Lithium is an integral component of batteries for electric vehicles. As EV purchases have rocketed – over 2 million vehicles were sold in 2018 alone, according to S&P Global Platts Analytics – so has the need for batteries, in turn fueling lithium demand.
On the expectation of further fast growth, investment has flowed into the lithium supply chain at a brisk pace over the past few years. However, prices have dropped this year, dampening enthusiasm for new projects.
One project facing difficulties is Nemaska Lithium’s Whabouchi mine in Quebec, Canada. Nemaska recently announced layoffs as it attempts to ensure optimal cash flow for the continuation of the Whabouchi project.
Another is China’s Tianqi Lithium’s plant in Western Australia, which began lithium hydroxide production in September. Alongside the start of operations, Tianqi announced the postponement of the second half of the 48,000 mt/year project, citing poor global lithium prices for the delay to the plant, which was initially expected to be commissioned in full by the end of 2019.
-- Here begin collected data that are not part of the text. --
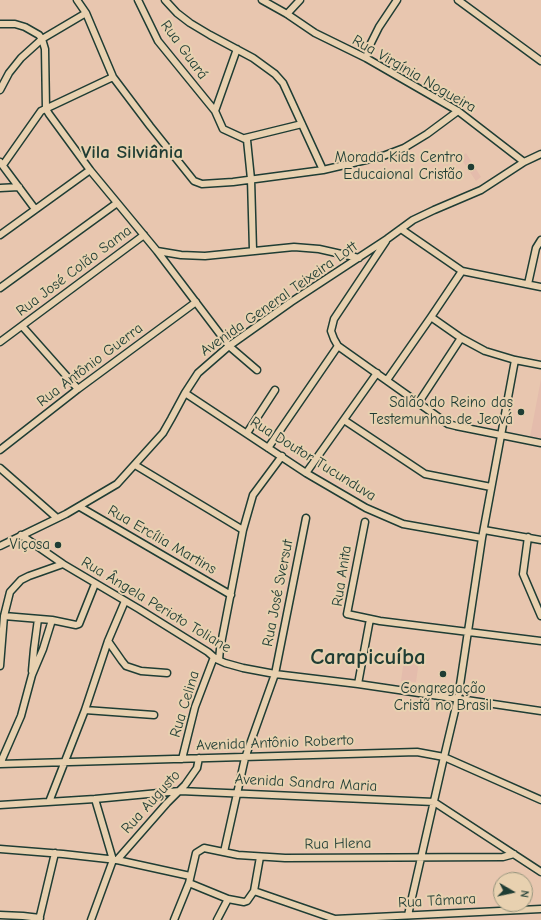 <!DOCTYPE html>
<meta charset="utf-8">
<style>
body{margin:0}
#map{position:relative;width:541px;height:920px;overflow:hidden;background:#e8c6af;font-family:"Comic Neue",sans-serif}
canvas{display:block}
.north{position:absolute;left:493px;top:872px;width:40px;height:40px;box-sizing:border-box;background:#e8d1b0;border:1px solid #98967e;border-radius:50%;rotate:99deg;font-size:11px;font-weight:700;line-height:16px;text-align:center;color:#1f3d34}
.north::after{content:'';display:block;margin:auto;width:14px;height:18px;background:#1f3d34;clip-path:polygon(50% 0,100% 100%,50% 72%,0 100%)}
</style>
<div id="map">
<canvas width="541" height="920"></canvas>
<div class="north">N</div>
</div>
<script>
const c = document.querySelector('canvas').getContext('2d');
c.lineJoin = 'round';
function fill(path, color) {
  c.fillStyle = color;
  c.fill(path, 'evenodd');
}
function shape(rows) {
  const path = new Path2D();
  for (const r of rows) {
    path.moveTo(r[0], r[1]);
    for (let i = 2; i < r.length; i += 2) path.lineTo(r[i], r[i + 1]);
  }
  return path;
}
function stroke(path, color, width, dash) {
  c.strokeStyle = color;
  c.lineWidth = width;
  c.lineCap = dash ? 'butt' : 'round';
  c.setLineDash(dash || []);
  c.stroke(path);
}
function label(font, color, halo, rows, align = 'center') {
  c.font = font + ' "Comic Neue",sans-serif';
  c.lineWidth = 4;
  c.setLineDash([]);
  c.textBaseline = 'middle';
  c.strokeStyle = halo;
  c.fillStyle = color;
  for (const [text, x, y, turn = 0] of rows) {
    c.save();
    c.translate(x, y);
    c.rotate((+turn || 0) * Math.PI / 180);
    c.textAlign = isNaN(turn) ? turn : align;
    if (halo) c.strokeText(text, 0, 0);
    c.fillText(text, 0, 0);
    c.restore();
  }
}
fill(shape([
 [466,153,481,177,476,181,460,157],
 [541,379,541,439,530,437],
 [405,651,420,653,416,682,401,681]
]), '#e4bcac');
const minor = shape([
 [77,0,86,13,113,77,150,126,194,181,202,184,233,182,323,170,383,156,404,148,427,134,458,111],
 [138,0,158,41,215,111,223,129,247,140,251,179,253,250],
 [165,0,177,13,190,23,210,35,253,58,275,74,283,83,323,170],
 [262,0,287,14,315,33,366,58,458,111,524,162],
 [458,0,541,61],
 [287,14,300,0],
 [0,24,15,24,25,27,39,35,42,39,45,49,46,109,49,114,90,170,157,251,229,346,257,370],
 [366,58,371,43,379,27,397,0],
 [0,90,9,73,21,58,42,39,86,13],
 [215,111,237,49],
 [245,138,302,124],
 [0,162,35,209],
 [3,165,41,111,113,77],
 [0,188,19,187],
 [401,229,462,271,541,287],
 [0,235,90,170],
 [386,241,334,319,331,331,334,339,338,346,448,424,456,426,541,443],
 [157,251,181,255,205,256,294,247,319,249,359,258],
 [528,284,536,248,541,240],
 [0,288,117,203],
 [431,317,461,338,485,351,515,360,541,365],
 [22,326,78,389],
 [0,342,144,235],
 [387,380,431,317,462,271],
 [185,393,306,473,366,508,403,524,482,538],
 [419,402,461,338],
 [344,420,425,474,491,487],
 [247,433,275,390],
 [268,448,338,346],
 [0,450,78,389,196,302],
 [135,465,243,530],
 [0,468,57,518],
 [306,473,377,373],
 [80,507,231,595],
 [365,522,347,614,380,621,541,641],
 [484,530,541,540],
 [21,535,63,564,139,609,208,652,216,659,225,663,243,668,275,674,358,684,541,711],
 [528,537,523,574,541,616],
 [0,546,66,514,117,484,163,433,171,419,185,393,198,373,229,346,291,302,387,239,413,220,434,210,481,190,524,162,541,154],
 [4,616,52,620,76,625,79,624,95,584],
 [108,641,122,661,126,666,141,671,167,673],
 [219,660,220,649,243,530,253,495,282,456],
 [0,666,4,616,10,592,21,580,29,576,63,564],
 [32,671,34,649,38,619],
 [358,684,370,619],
 [85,710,154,715],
 [182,759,195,707,214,657],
 [0,764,417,752,444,757,541,800],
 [0,764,21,716,32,675,43,649,52,620],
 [49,802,85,710,108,641,125,601],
 [0,805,95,799,180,791,434,802,541,872],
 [0,849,63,854,117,860,190,876],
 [224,852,245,758,275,674,306,518],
 [117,860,167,803,185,785,197,768,199,758],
 [189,883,228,899,244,902,247,901,254,891,260,857],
 [254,891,335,919,541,909],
 [0,915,23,916,40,918],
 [408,915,444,757,458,698,482,538,515,360],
 [39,920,55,853],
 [91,920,113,860,95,799],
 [174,920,189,883,196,853,204,848,238,855,285,858,503,857,514,854],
 [217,920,228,899]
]);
stroke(minor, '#1f3d34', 9);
stroke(minor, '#e8d1b0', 6);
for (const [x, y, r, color] of [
 [471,167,4,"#1f3d34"],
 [521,412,4,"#1f3d34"],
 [58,545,4,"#1f3d34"],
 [443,674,4,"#1f3d34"]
]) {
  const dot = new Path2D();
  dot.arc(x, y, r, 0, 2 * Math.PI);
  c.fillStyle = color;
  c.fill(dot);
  stroke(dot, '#e8d1b0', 1.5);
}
label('15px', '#1f3d34', '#e8d1b0', [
 ["Rua Guará",184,50,54],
 ["Rua Virgínia Nogueira",414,74,30],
 ["Rua José Colão Sama",74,271,-37],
 ["Avenida General Teixeira Lott",279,299,-35],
 ["Rua Antônio Guerra",90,365,-37],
 ["Rua Doutor Tucunduva",313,459,32],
 ["Rua Ercília Martins",162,540,30],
 ["Rua Anita",342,576,-81],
 ["Rua José Sversut",278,593,-79],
 ["Rua Ângela Perioto Toliane",156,605,31],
 ["Rua Celina",185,704,-73],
 ["Avenida Antônio Roberto",275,743,-2],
 ["Avenida Sandra Maria",306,783,3],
 ["Rua Augusto",151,802,-48],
 ["Rua Hlena",338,844,-1],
 ["Rua Tâmara",437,901,-3]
]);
label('15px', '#1f3d34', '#e8d1b0', [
 ["Morada Kids Centro",463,158],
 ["Educaional Cristão",463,175],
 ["Salão do Reino das",513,403],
 ["Testemunhas de Jeová",513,420],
 ["Viçosa",50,545],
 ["Congregação",443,689,"center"],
 ["Cristã no Brasil",443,706,"center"]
], 'right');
label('bold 19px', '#1f3d34', '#e8d1b0', [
 ["Vila Silviânia",132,153]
]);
label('bold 23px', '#1f3d34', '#e8d1b0', [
 ["Carapicuíba",368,657]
]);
</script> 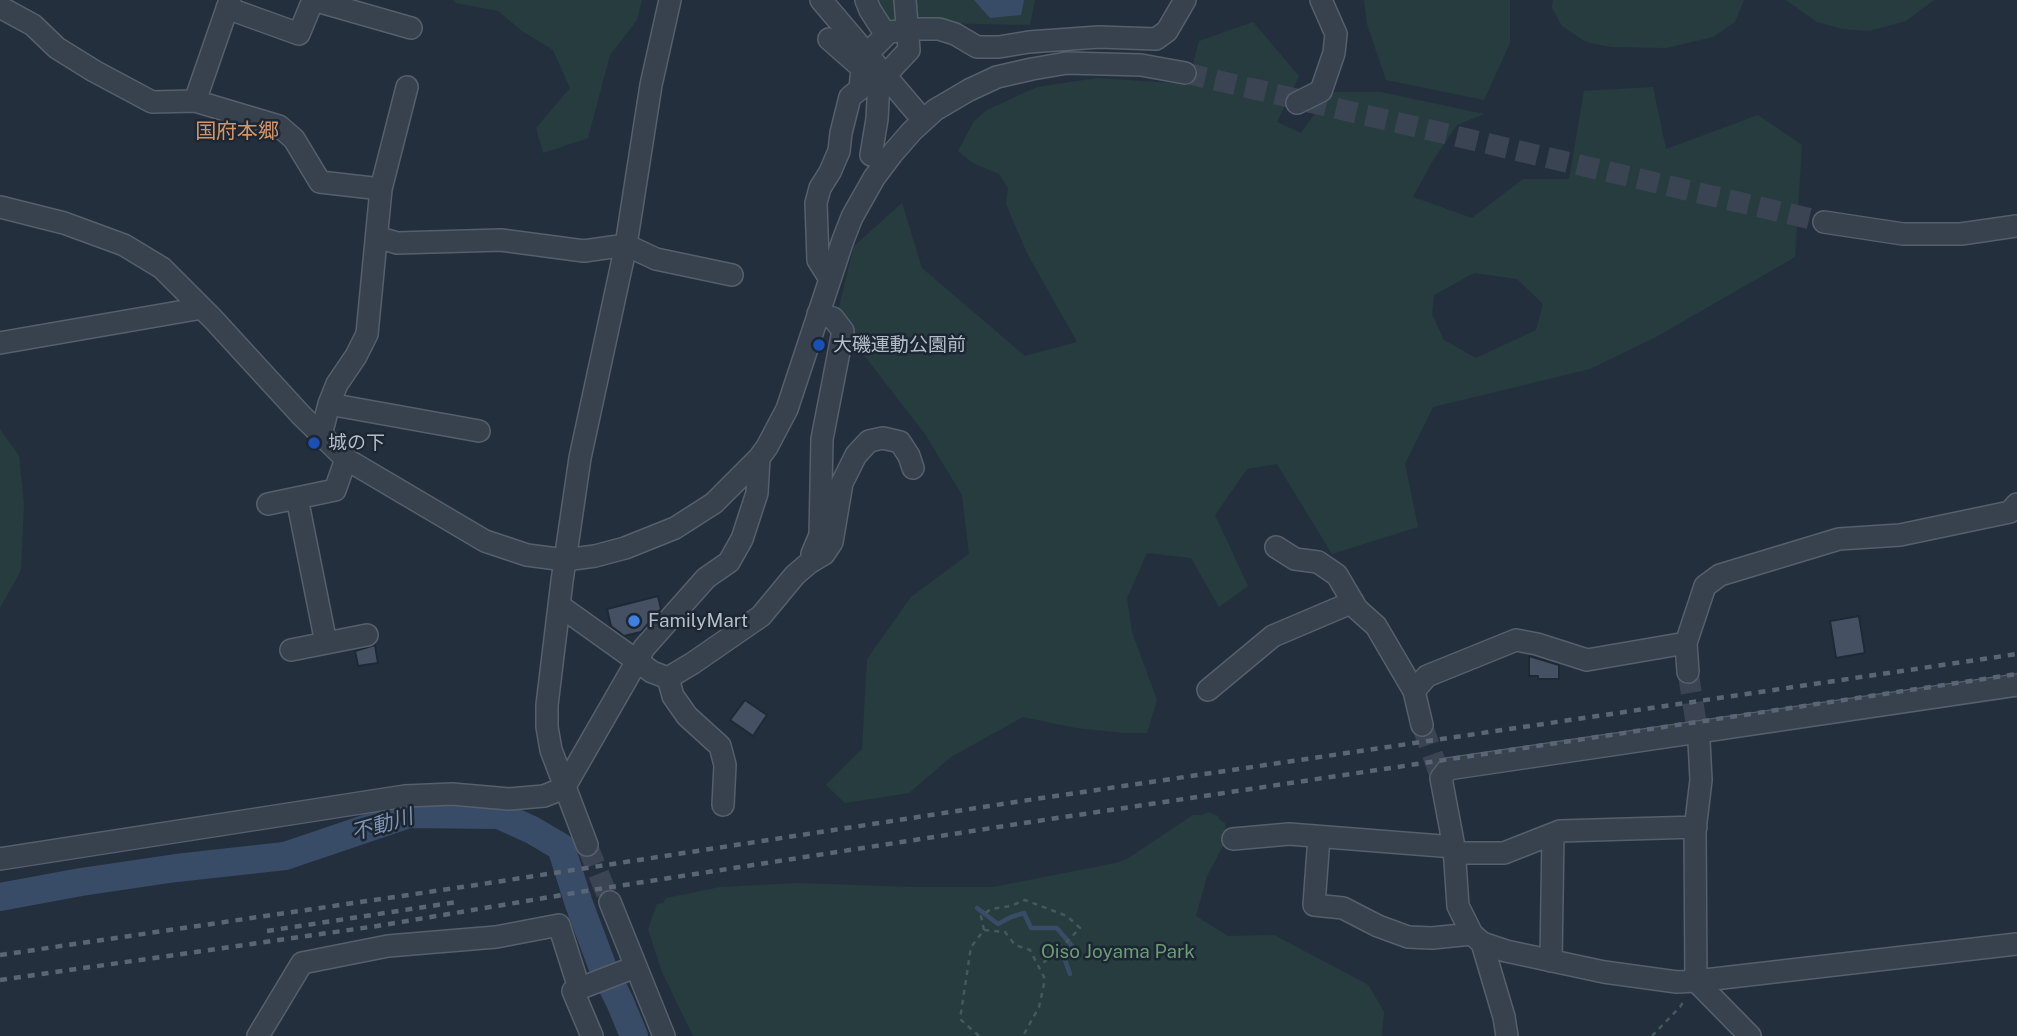 <!DOCTYPE html>
<meta charset="utf-8">
<style>
body{margin:0}
canvas{display:block;background:#242f3e}
</style>
<canvas width="2017" height="1036"></canvas>
<script>
const ctx = document.querySelector('canvas').getContext('2d');
ctx.lineJoin = 'round';
function fill(path, color) {
  ctx.fillStyle = color;
  ctx.fill(path, 'evenodd');
}
function poly(rows) {
  const path = new Path2D();
  for (const r of rows) {
    path.moveTo(r[0], r[1]);
    for (let i = 2; i < r.length; i += 2) path.lineTo(r[i], r[i + 1]);
  }
  return path;
}
function strokePath(path, color, width, dash) {
  ctx.strokeStyle = color;
  ctx.lineWidth = width;
  ctx.lineCap = dash ? 'butt' : 'round';
  ctx.setLineDash(dash || []);
  ctx.stroke(path);
}
function write(font, color, halo, rows, align = 'center') {
  ctx.font = font + ' "Public Sans","Noto Sans JP",sans-serif';
  ctx.lineWidth = 5;
  ctx.setLineDash([]);
  ctx.textBaseline = 'middle';
  ctx.strokeStyle = halo;
  ctx.fillStyle = color;
  for (const [text, x, y, turn = 0] of rows) {
    ctx.save();
    ctx.translate(x, y);
    ctx.rotate((+turn || 0) * Math.PI / 180);
    ctx.textAlign = isNaN(turn) ? turn : align;
    if (halo) ctx.strokeText(text, 0, 0);
    ctx.fillText(text, 0, 0);
    ctx.restore();
  }
}
fill(poly([
 [453,0,642,0,637,20,610,55,588,138,543,153,536,128,570,88,553,50,522,31,498,11,456,3],
 [869,0,1035,0,1030,25,882,22],
 [1364,0,1510,0,1510,43,1484,100,1386,80,1367,24],
 [1553,0,1744,0,1735,22,1713,37,1666,48,1611,47,1586,42,1562,26,1552,8],
 [1786,0,1934,0,1906,21,1869,31,1842,29,1817,22],
 [1253,22,1299,76,1277,122,1301,133,1330,92,1381,92,1484,114,1457,125,1432,162,1413,197,1472,218,1523,179,1569,179,1584,91,1653,87,1666,149,1758,115,1802,145,1795,257,1656,337,1590,369,1433,407,1405,464,1418,527,1332,554,1277,464,1247,469,1215,515,1248,586,1219,607,1191,558,1147,553,1127,598,1132,632,1157,700,1147,733,1124,733,1076,728,1023,717,951,757,909,793,845,803,826,785,862,749,867,659,911,597,969,554,962,495,925,434,836,319,854,246,902,203,922,268,1025,356,1077,342,1027,253,1006,204,1008,188,999,174,973,163,958,151,974,121,987,110,1037,87,1097,78,1188,84,1199,41],
 [1474,273,1517,279,1543,304,1536,330,1476,358,1444,340,1432,314,1434,295],
 [0,429,19,456,24,504,21,570,0,608],
 [1208,812,1218,816,1219,819,1225,823,1225,842,1207,876,1196,916,1228,936,1274,935,1365,983,1369,986,1384,1012,1382,1036,693,1036,662,972,648,929,657,904,663,903,666,898,720,887,797,883,913,887,993,887,1116,863,1127,859,1193,815,1202,815]
]), '#263c3f');
fill(poly([
 [974,0,1024,0,1021,15,990,18]
]), '#394c67');
strokePath(poly([
 [977,908,998,924,1011,917,1024,913,1031,928,1057,928,1072,946,1065,960,1070,974]
]), '#394c67', 4.5);
strokePath(poly([
 [0,897,81,882,176,868,285,856,409,814,499,815,532,830,561,847,579,904,603,968,620,1002,634,1036]
]), '#394c67', 28);
const building = poly([
 [658,596,661,609,641,632,624,636,611,626,607,609,658,596],
 [1859,616,1865,653,1836,658,1830,621,1859,616],
 [375,645,378,663,358,666,355,651,375,645],
 [1529,656,1559,665,1559,679,1538,679,1538,676,1529,676,1529,656],
 [745,700,767,715,753,736,730,720,745,700]
]);
fill(building, '#455162');
strokePath(building, '#1f2835', 2);
strokePath(poly([
 [1185,73,1824,222],
 [1688,672,1699,741],
 [1422,725,1441,778],
 [587,845,610,902]
]), '#3a4453', 21, [21, 10]);
const minor = poly([
 [313,0,411,28],
 [821,0,923,120],
 [866,0,870,10,886,35],
 [0,7,33,25,57,48,94,71,152,102,195,101,279,126,294,139,320,182,381,189],
 [227,8,299,34,313,0],
 [829,39,862,68,860,89,850,97,841,133,839,151,830,172,820,188,816,203,818,260,830,279],
 [868,53,889,32,919,29,939,29,955,34,977,47,999,47,1029,42,1099,37,1156,39,1167,31,1185,0],
 [195,101,230,0],
 [1297,103,1321,91,1334,53,1336,34,1321,0],
 [871,155,877,119,879,82,909,50,905,0],
 [0,207,64,223,124,245,162,268,213,319,301,415,346,459,485,541,527,555,565,560,595,556,625,548,675,528,714,503,759,458,767,447,787,409,843,240,852,217,874,178,892,154,912,131,935,110,969,90,997,77,1032,69,1067,63,1141,65,1185,73],
 [1824,222,1903,234,1961,234,2017,226],
 [377,237,397,243,501,240,584,251,626,245,656,259,732,275],
 [0,343,202,308],
 [329,404,479,431],
 [321,435,329,404,337,384,356,356,367,334,381,189,407,87],
 [759,458,757,493,742,539,729,562,706,578,644,648,637,661,652,672,668,678,693,663,761,616,795,575,809,563,824,554,832,542,842,483,856,455,869,441,883,438,900,442,909,456,913,468],
 [297,498,326,643],
 [268,504,335,490,346,459],
 [1276,547,1295,559,1318,562,1337,575,1357,609,1376,626,1414,691],
 [812,554,820,535,822,439,843,331,833,318,818,314],
 [291,650,367,635],
 [1688,672,1686,643,1705,586,1720,575,1839,539,1900,535,2010,512,2017,504],
 [668,678,673,696,687,716,720,746,725,765,723,805],
 [1208,690,1273,636,1353,602],
 [1422,725,1414,691,1427,676,1516,640,1537,644,1587,660,1686,643],
 [1319,837,1314,905,1343,908,1378,926,1408,937,1432,938,1472,934],
 [1233,839,1289,834,1454,847],
 [587,845,551,750,547,727,547,705,562,581,580,458,626,245,651,85,670,0],
 [1455,853,1504,853,1560,831,1696,827],
 [0,859,405,796,452,794,509,799,544,796,564,788,637,661,560,606],
 [610,902,664,1036],
 [1482,943,1472,934,1458,906,1454,847,1441,778,1448,769,2017,685],
 [1551,961,1553,834],
 [1696,981,2017,944],
 [1696,981,1750,1036],
 [258,1036,302,963,388,946,496,937,559,925,579,988],
 [592,1036,573,991,635,967],
 [1507,1036,1504,1017,1482,943,1506,951,1604,972,1677,982,1696,981,1695,830,1701,780,1699,741]
]);
strokePath(minor, '#565f6c', 24);
strokePath(poly([
 [984,930,981,916,991,909,1011,906,1025,900,1067,916,1080,928,1059,950,1038,967],
 [979,1036,960,1019,971,947,984,930,1005,932,1015,945,1030,950,1045,979,1039,1007,1023,1036],
 [1652,1036,1680,1007,1685,999]
]), '#44595c', 2.5, [5, 5]);
strokePath(minor, '#38414e', 21);
strokePath(poly([
 [267,931,457,902],
 [0,955,476,885,1022,801,2017,654],
 [0,980,377,926,592,890,1024,823,2017,674]
]), '#5a6575', 4.5, [7, 7]);
for (const [x, y, r, color] of [
 [819,345,7,"#1a4fb4"],
 [314,443,7,"#1a4fb4"],
 [634,621,7,"#3f7fe0"]
]) {
  const dot = new Path2D();
  dot.arc(x, y, r, 0, 2 * Math.PI);
  ctx.fillStyle = color;
  ctx.fill(dot);
  strokePath(dot, '#1d2633', 2.5);
}
write('19px', '#b4bcc9', '#1d2633', [
 ["大磯運動公園前",833,345],
 ["城の下",328,443],
 ["FamilyMart",648,621]
], 'left');
write('19px', '#6b9a76', '#1d2633', [
 ["Oiso Joyama Park",1118,952]
]);
write('21px', '#d59563', '#1d2633', [
 ["国府本郷",237,132]
]);
write('italic 21px', '#7c92b1', '#1d2633', [
 ["不動川",382,825,-16]
]);
</script>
At the same time, industry participants warn that the headline fall in prices does not tell the full story. They argue that the present situation is short term, with demand for higher-quality grades set to recover, while the mismatch between lithium spodumene supply and processing capacity bottlenecks in China, a factor in current price weakness, will be shortlived.
Nevertheless, the weak market has led to greater caution among investors and suggests potential for a tighter supply picture in the later part of the next decade. The industry will have to adjust to the new conditions and straighten out the kinks in the supply chain, in order to achieve a sustainable supply that can fuel the unfolding transport revolution.